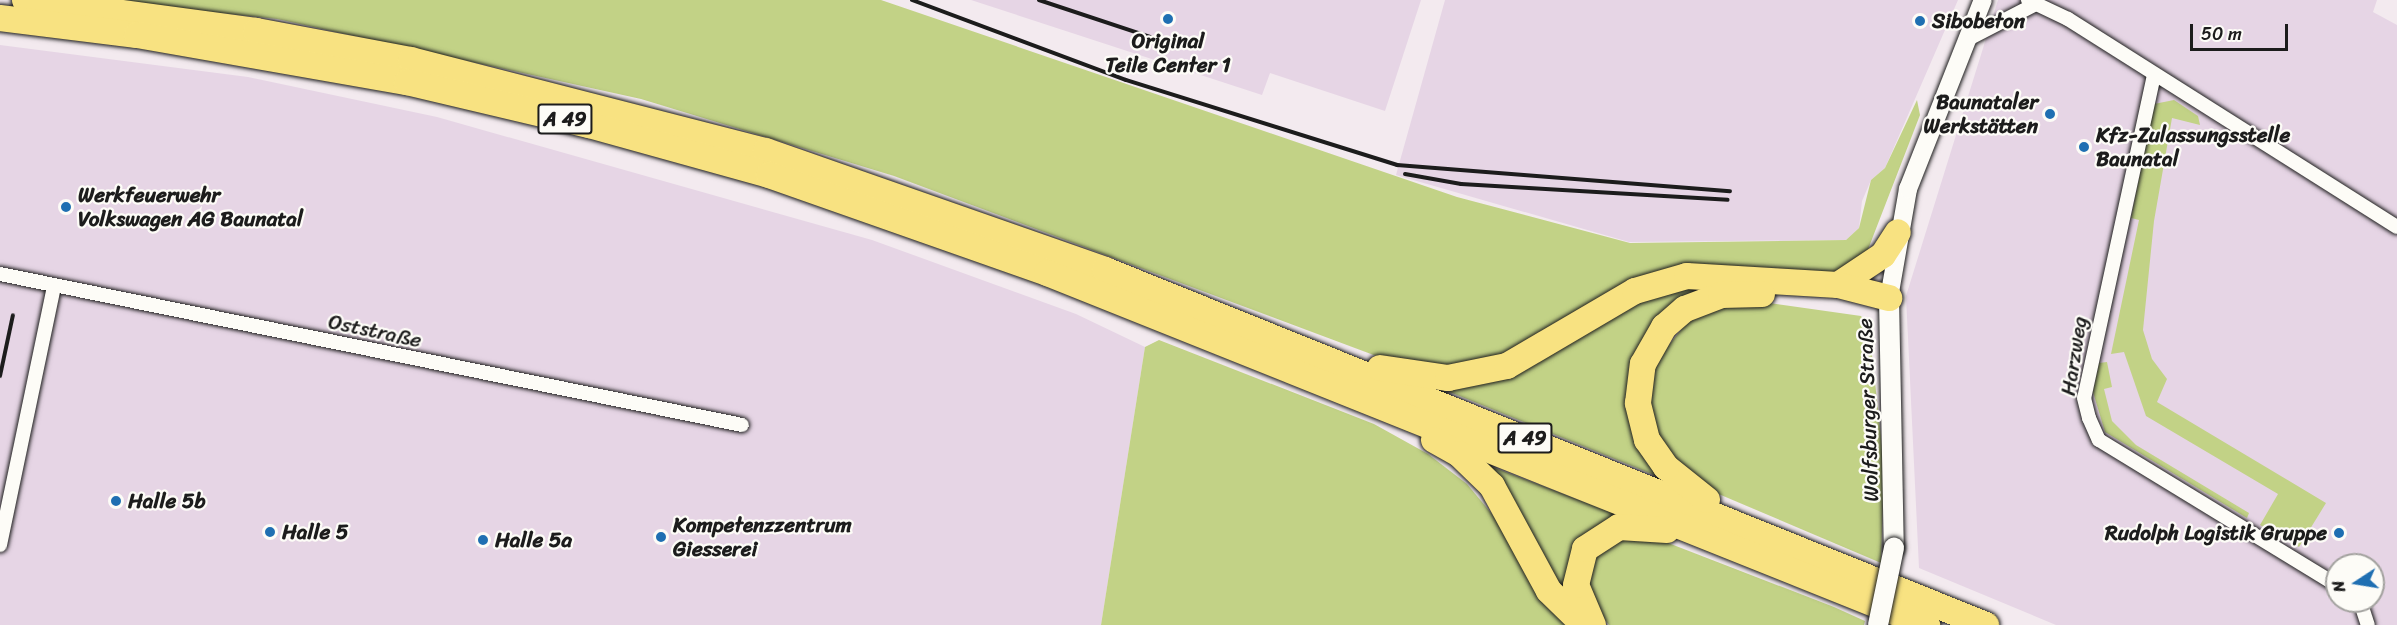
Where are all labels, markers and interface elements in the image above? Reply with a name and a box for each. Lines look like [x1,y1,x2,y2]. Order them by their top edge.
place label: Sibobeton [1932,8,2025,34]
marker: Original Teile Center 1 [1161,12,1175,26]
scale bar [2193,12,2290,50]
marker: Sibobeton [1913,14,1927,28]
text: 50 m [2201,18,2242,50]
place label: Original Teile Center 1 [1105,28,1231,78]
place label: Baunataler Werkstätten [1923,89,2038,139]
road number: A 49 [536,102,594,136]
marker: Baunataler Werkstätten [2043,107,2057,121]
place label: Kfz-Zulassungsstelle Baunatal [2096,122,2290,172]
marker: Kfz-Zulassungsstelle Baunatal [2077,140,2091,154]
place label: Werkfeuerwehr Volkswagen AG Baunatal [78,182,303,232]
marker: Werkfeuerwehr Volkswagen AG Baunatal [59,200,73,214]
street label: Oststraße [326,309,424,353]
street label: Harzweg [2055,315,2093,397]
street label: Wolfsburger Straße [1852,318,1884,502]
road number: A 49 [1496,421,1553,455]
place label: Halle 5b [128,488,206,514]
marker: Halle 5b [109,494,123,508]
place label: Kompetenzzentrum Giesserei [673,512,852,562]
place label: Halle 5 [282,519,348,545]
place label: Rudolph Logistik Gruppe [2105,520,2327,546]
marker: Halle 5 [263,525,277,539]
marker: Rudolph Logistik Gruppe [2332,526,2346,540]
place label: Halle 5a [495,527,572,553]
marker: Kompetenzzentrum Giesserei [654,530,668,544]
marker: Halle 5a [476,533,490,547]
north arrow [2325,553,2385,613]
text: N [2324,578,2354,595]

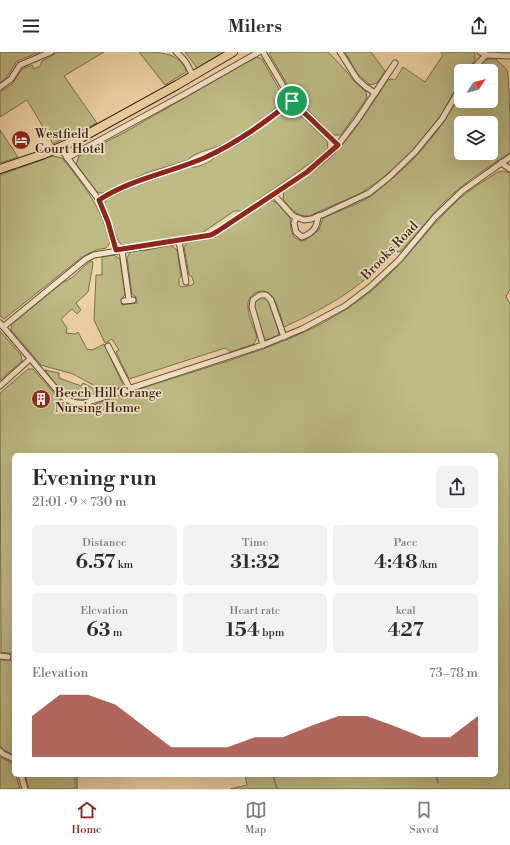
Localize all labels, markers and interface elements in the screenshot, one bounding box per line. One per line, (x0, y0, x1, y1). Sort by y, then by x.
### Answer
icon: menu (20, 15, 42, 37)
text: Milers (228, 15, 282, 38)
icon: share (468, 15, 490, 37)
north arrow (454, 64, 498, 108)
map controls (454, 64, 498, 160)
pin (275, 84, 309, 118)
icon: arrive (281, 90, 303, 112)
button: layers (454, 116, 498, 160)
place label: Westfield Court Hotel (34, 126, 105, 157)
hotel icon: Westfield Court Hotel (10, 129, 32, 151)
street label: Brooks Road (357, 218, 422, 284)
place label: Beech Hill Grange Nursing Home (54, 385, 162, 416)
building icon: Beech Hill Grange Nursing Home (30, 388, 52, 410)
text: Evening run (32, 465, 157, 492)
button: share (436, 466, 478, 508)
text: 21:01 · 9 × 730 m (32, 494, 126, 510)
text: Distance (82, 536, 127, 550)
text: Time (242, 536, 268, 550)
text: Pace (394, 536, 417, 550)
text: 6.57 (75, 550, 116, 575)
text: 31:32 (230, 550, 280, 575)
text: 4:48 (374, 550, 418, 575)
text: km (116, 558, 133, 572)
text: /km (418, 558, 437, 572)
text: Elevation (81, 604, 128, 618)
text: Heart rate (230, 604, 280, 618)
text: kcal (396, 604, 416, 618)
text: 63 (86, 618, 110, 643)
text: 154 (225, 618, 260, 643)
text: 427 (388, 618, 424, 643)
text: m (110, 626, 122, 640)
text: bpm (260, 626, 284, 640)
text: Elevation (32, 665, 88, 681)
text: 73–78 m (429, 665, 478, 681)
tab: Home (71, 799, 102, 837)
tab: Map (245, 799, 267, 837)
tab: Saved (410, 799, 439, 837)

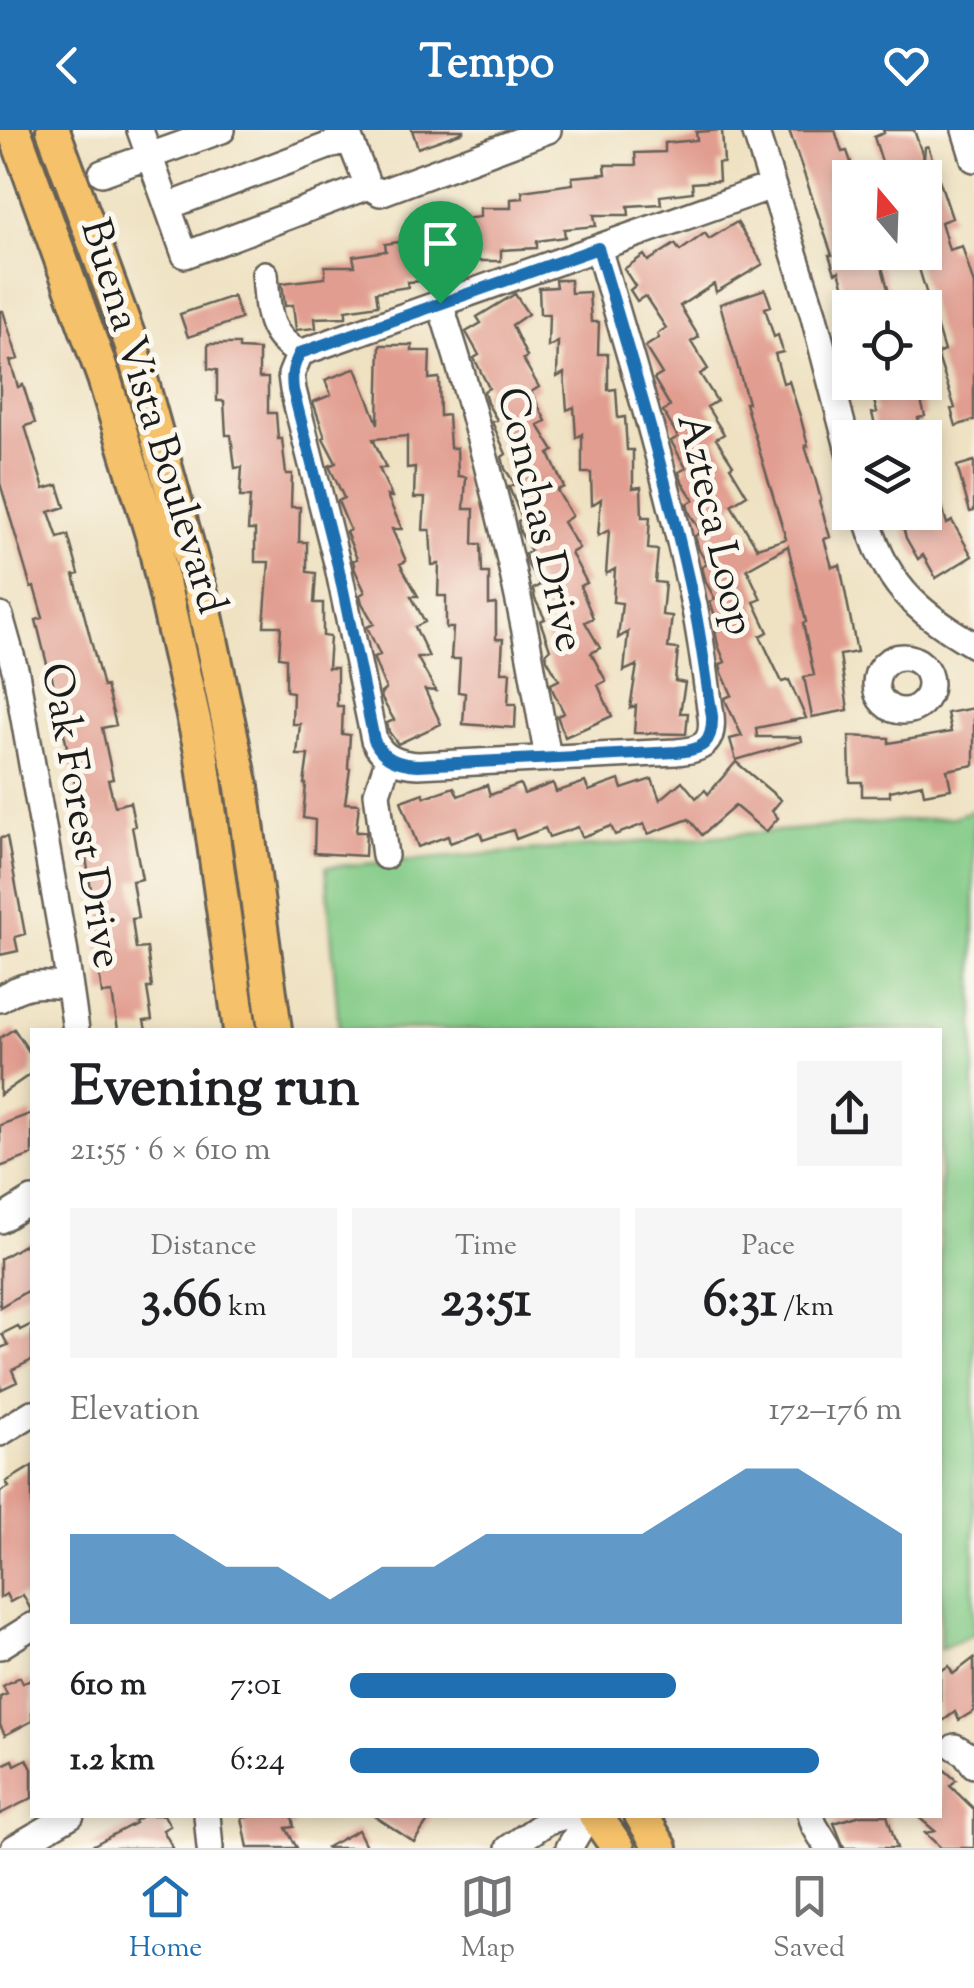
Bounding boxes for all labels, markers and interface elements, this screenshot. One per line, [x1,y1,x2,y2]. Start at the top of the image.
text: Tempo [419,33,555,98]
icon: back [40,38,95,93]
icon: heart [879,38,934,93]
north arrow [832,160,942,270]
map controls [832,160,942,530]
pin [398,201,483,304]
street label: Buena Vista Boulevard [62,212,240,622]
icon: arrive [413,216,468,271]
button: locate [832,290,942,400]
street label: Conchas Drive [478,382,598,658]
street label: Azteca Loop [658,408,768,642]
button: layers [832,420,942,530]
street label: Oak Forest Drive [23,659,135,973]
text: Evening run [70,1051,359,1130]
button: share [797,1061,902,1166]
text: 21:55 · 6 × 610 m [70,1128,271,1174]
text: Distance [151,1227,256,1267]
text: Time [455,1227,517,1267]
text: Pace [742,1227,795,1267]
text: 3.66 [141,1267,222,1339]
text: 23:51 [441,1267,531,1339]
text: 6:31 [703,1267,777,1339]
text: km [222,1288,267,1328]
text: /km [777,1288,834,1328]
text: Elevation [70,1388,200,1434]
text: 172–176 m [769,1388,902,1434]
text: 610 m [70,1663,146,1709]
text: 7:01 [230,1663,282,1709]
text: 1.2 km [70,1738,155,1784]
text: 6:24 [230,1738,285,1784]
tab: Home [129,1869,202,1969]
tab: Map [460,1869,515,1969]
tab: Saved [773,1869,845,1969]

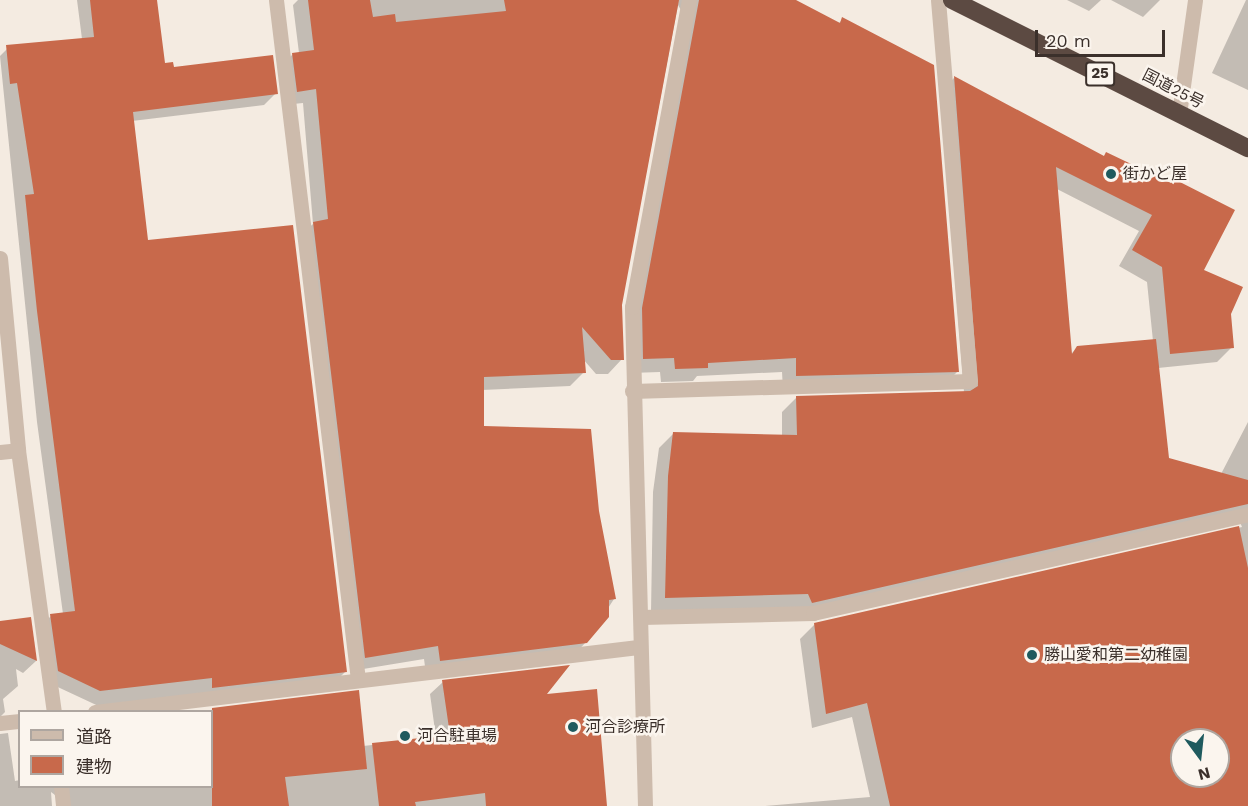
§ §
- Task description -
Could you print all of the entries exactly, skipping the images?

- Solution to this problem -
Where are all labels, markers and interface elements in the image above? Reply with a name and a box for each. Lines look like [x1,y1,x2,y2]. Order them by their top edge.
place label: Sibobeton [1932,8,2025,34]
marker: Original Teile Center 1 [1161,12,1175,26]
scale bar [2193,12,2290,50]
marker: Sibobeton [1913,14,1927,28]
text: 50 m [2201,18,2242,50]
place label: Original Teile Center 1 [1105,28,1231,78]
place label: Baunataler Werkstätten [1923,89,2038,139]
road number: A 49 [536,102,594,136]
marker: Baunataler Werkstätten [2043,107,2057,121]
place label: Kfz-Zulassungsstelle Baunatal [2096,122,2290,172]
marker: Kfz-Zulassungsstelle Baunatal [2077,140,2091,154]
place label: Werkfeuerwehr Volkswagen AG Baunatal [78,182,303,232]
marker: Werkfeuerwehr Volkswagen AG Baunatal [59,200,73,214]
street label: Oststraße [326,309,424,353]
street label: Harzweg [2055,315,2093,397]
street label: Wolfsburger Straße [1852,318,1884,502]
road number: A 49 [1496,421,1553,455]
place label: Halle 5b [128,488,206,514]
marker: Halle 5b [109,494,123,508]
place label: Kompetenzzentrum Giesserei [673,512,852,562]
place label: Halle 5 [282,519,348,545]
place label: Rudolph Logistik Gruppe [2105,520,2327,546]
marker: Halle 5 [263,525,277,539]
marker: Rudolph Logistik Gruppe [2332,526,2346,540]
place label: Halle 5a [495,527,572,553]
marker: Kompetenzzentrum Giesserei [654,530,668,544]
marker: Halle 5a [476,533,490,547]
north arrow [2325,553,2385,613]
text: N [2324,578,2354,595]

Localize all labels, markers and interface elements in the screenshot, one bounding box per line. One per line, (x0, y0, x1, y1). Sort by y, then by x.
### Answer
icon: menu (20, 15, 42, 37)
text: Milers (228, 15, 282, 38)
icon: share (468, 15, 490, 37)
north arrow (454, 64, 498, 108)
map controls (454, 64, 498, 160)
pin (275, 84, 309, 118)
icon: arrive (281, 90, 303, 112)
button: layers (454, 116, 498, 160)
place label: Westfield Court Hotel (34, 126, 105, 157)
hotel icon: Westfield Court Hotel (10, 129, 32, 151)
street label: Brooks Road (357, 218, 422, 284)
place label: Beech Hill Grange Nursing Home (54, 385, 162, 416)
building icon: Beech Hill Grange Nursing Home (30, 388, 52, 410)
text: Evening run (32, 465, 157, 492)
button: share (436, 466, 478, 508)
text: 21:01 · 9 × 730 m (32, 494, 126, 510)
text: Distance (82, 536, 127, 550)
text: Time (242, 536, 268, 550)
text: Pace (394, 536, 417, 550)
text: 6.57 (75, 550, 116, 575)
text: 31:32 (230, 550, 280, 575)
text: 4:48 (374, 550, 418, 575)
text: km (116, 558, 133, 572)
text: /km (418, 558, 437, 572)
text: Elevation (81, 604, 128, 618)
text: Heart rate (230, 604, 280, 618)
text: kcal (396, 604, 416, 618)
text: 63 (86, 618, 110, 643)
text: 154 (225, 618, 260, 643)
text: 427 (388, 618, 424, 643)
text: m (110, 626, 122, 640)
text: bpm (260, 626, 284, 640)
text: Elevation (32, 665, 88, 681)
text: 73–78 m (429, 665, 478, 681)
tab: Home (71, 799, 102, 837)
tab: Map (245, 799, 267, 837)
tab: Saved (410, 799, 439, 837)

Bounding boxes for all labels, markers and interface elements, this screenshot. One per line, [x1,y1,x2,y2]. Start at the top of the image.
text: Tempo [419,33,555,98]
icon: back [40,38,95,93]
icon: heart [879,38,934,93]
north arrow [832,160,942,270]
map controls [832,160,942,530]
pin [398,201,483,304]
street label: Buena Vista Boulevard [62,212,240,622]
icon: arrive [413,216,468,271]
button: locate [832,290,942,400]
street label: Conchas Drive [478,382,598,658]
street label: Azteca Loop [658,408,768,642]
button: layers [832,420,942,530]
street label: Oak Forest Drive [23,659,135,973]
text: Evening run [70,1051,359,1130]
button: share [797,1061,902,1166]
text: 21:55 · 6 × 610 m [70,1128,271,1174]
text: Distance [151,1227,256,1267]
text: Time [455,1227,517,1267]
text: Pace [742,1227,795,1267]
text: 3.66 [141,1267,222,1339]
text: 23:51 [441,1267,531,1339]
text: 6:31 [703,1267,777,1339]
text: km [222,1288,267,1328]
text: /km [777,1288,834,1328]
text: Elevation [70,1388,200,1434]
text: 172–176 m [769,1388,902,1434]
text: 610 m [70,1663,146,1709]
text: 7:01 [230,1663,282,1709]
text: 1.2 km [70,1738,155,1784]
text: 6:24 [230,1738,285,1784]
tab: Home [129,1869,202,1969]
tab: Map [460,1869,515,1969]
tab: Saved [773,1869,845,1969]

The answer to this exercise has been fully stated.